(Stored data entries)
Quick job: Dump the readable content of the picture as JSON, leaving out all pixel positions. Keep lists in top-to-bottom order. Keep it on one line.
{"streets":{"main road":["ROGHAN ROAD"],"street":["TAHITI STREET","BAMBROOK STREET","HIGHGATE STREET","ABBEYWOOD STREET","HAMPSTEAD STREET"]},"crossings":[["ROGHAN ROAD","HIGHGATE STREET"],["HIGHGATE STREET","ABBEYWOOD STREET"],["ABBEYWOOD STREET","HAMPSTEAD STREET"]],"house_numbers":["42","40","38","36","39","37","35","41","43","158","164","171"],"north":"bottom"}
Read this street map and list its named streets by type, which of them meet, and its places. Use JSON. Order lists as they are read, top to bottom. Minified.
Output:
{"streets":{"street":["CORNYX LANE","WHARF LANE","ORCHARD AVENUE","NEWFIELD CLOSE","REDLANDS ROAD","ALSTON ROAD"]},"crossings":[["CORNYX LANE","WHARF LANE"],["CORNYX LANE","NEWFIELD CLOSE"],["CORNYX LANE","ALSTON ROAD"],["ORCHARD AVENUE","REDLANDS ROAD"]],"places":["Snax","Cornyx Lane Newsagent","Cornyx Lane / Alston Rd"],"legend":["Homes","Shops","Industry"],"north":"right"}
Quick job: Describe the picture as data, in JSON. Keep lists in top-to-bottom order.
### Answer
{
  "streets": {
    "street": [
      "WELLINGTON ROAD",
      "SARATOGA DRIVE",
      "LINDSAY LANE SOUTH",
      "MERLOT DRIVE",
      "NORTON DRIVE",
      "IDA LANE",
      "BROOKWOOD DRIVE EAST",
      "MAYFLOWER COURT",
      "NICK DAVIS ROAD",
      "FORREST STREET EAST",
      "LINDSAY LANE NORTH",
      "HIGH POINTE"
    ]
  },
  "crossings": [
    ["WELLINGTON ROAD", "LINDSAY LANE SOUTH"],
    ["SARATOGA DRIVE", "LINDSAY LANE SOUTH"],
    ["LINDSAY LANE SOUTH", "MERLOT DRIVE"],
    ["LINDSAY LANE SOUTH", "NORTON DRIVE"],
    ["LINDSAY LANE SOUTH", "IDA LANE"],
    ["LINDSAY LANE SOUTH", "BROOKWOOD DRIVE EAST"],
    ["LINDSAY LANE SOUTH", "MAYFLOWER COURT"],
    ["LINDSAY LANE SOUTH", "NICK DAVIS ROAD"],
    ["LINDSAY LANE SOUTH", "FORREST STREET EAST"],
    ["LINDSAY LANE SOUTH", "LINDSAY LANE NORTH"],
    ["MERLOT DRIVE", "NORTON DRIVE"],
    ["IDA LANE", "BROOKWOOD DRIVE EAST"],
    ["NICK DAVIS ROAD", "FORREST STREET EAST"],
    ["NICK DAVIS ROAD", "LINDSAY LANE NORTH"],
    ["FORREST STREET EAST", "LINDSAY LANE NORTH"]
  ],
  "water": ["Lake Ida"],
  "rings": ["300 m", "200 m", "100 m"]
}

▸ **THE PROBLEM**
Return every entry exactly; no line may be missing.

▸ **TASK OUTPUT**
Quick job: Dump the readable content of the picture as JSON, leaving out all pixel positions. Keep lists in top-to-bottom order. Keep it on one line.
{"streets":{"main road":["ROGHAN ROAD"],"street":["TAHITI STREET","BAMBROOK STREET","HIGHGATE STREET","ABBEYWOOD STREET","HAMPSTEAD STREET"]},"crossings":[["ROGHAN ROAD","HIGHGATE STREET"],["HIGHGATE STREET","ABBEYWOOD STREET"],["ABBEYWOOD STREET","HAMPSTEAD STREET"]],"house_numbers":["42","40","38","36","39","37","35","41","43","158","164","171"],"north":"bottom"}
Read this street map and list its named streets by type, which of them meet, and its places. Use JSON. Order lists as they are read, top to bottom. Minified.
Output:
{"streets":{"street":["CORNYX LANE","WHARF LANE","ORCHARD AVENUE","NEWFIELD CLOSE","REDLANDS ROAD","ALSTON ROAD"]},"crossings":[["CORNYX LANE","WHARF LANE"],["CORNYX LANE","NEWFIELD CLOSE"],["CORNYX LANE","ALSTON ROAD"],["ORCHARD AVENUE","REDLANDS ROAD"]],"places":["Snax","Cornyx Lane Newsagent","Cornyx Lane / Alston Rd"],"legend":["Homes","Shops","Industry"],"north":"right"}
Quick job: Describe the picture as data, in JSON. Keep lists in top-to-bottom order.
### Answer
{
  "streets": {
    "street": [
      "WELLINGTON ROAD",
      "SARATOGA DRIVE",
      "LINDSAY LANE SOUTH",
      "MERLOT DRIVE",
      "NORTON DRIVE",
      "IDA LANE",
      "BROOKWOOD DRIVE EAST",
      "MAYFLOWER COURT",
      "NICK DAVIS ROAD",
      "FORREST STREET EAST",
      "LINDSAY LANE NORTH",
      "HIGH POINTE"
    ]
  },
  "crossings": [
    ["WELLINGTON ROAD", "LINDSAY LANE SOUTH"],
    ["SARATOGA DRIVE", "LINDSAY LANE SOUTH"],
    ["LINDSAY LANE SOUTH", "MERLOT DRIVE"],
    ["LINDSAY LANE SOUTH", "NORTON DRIVE"],
    ["LINDSAY LANE SOUTH", "IDA LANE"],
    ["LINDSAY LANE SOUTH", "BROOKWOOD DRIVE EAST"],
    ["LINDSAY LANE SOUTH", "MAYFLOWER COURT"],
    ["LINDSAY LANE SOUTH", "NICK DAVIS ROAD"],
    ["LINDSAY LANE SOUTH", "FORREST STREET EAST"],
    ["LINDSAY LANE SOUTH", "LINDSAY LANE NORTH"],
    ["MERLOT DRIVE", "NORTON DRIVE"],
    ["IDA LANE", "BROOKWOOD DRIVE EAST"],
    ["NICK DAVIS ROAD", "FORREST STREET EAST"],
    ["NICK DAVIS ROAD", "LINDSAY LANE NORTH"],
    ["FORREST STREET EAST", "LINDSAY LANE NORTH"]
  ],
  "water": ["Lake Ida"],
  "rings": ["300 m", "200 m", "100 m"]
}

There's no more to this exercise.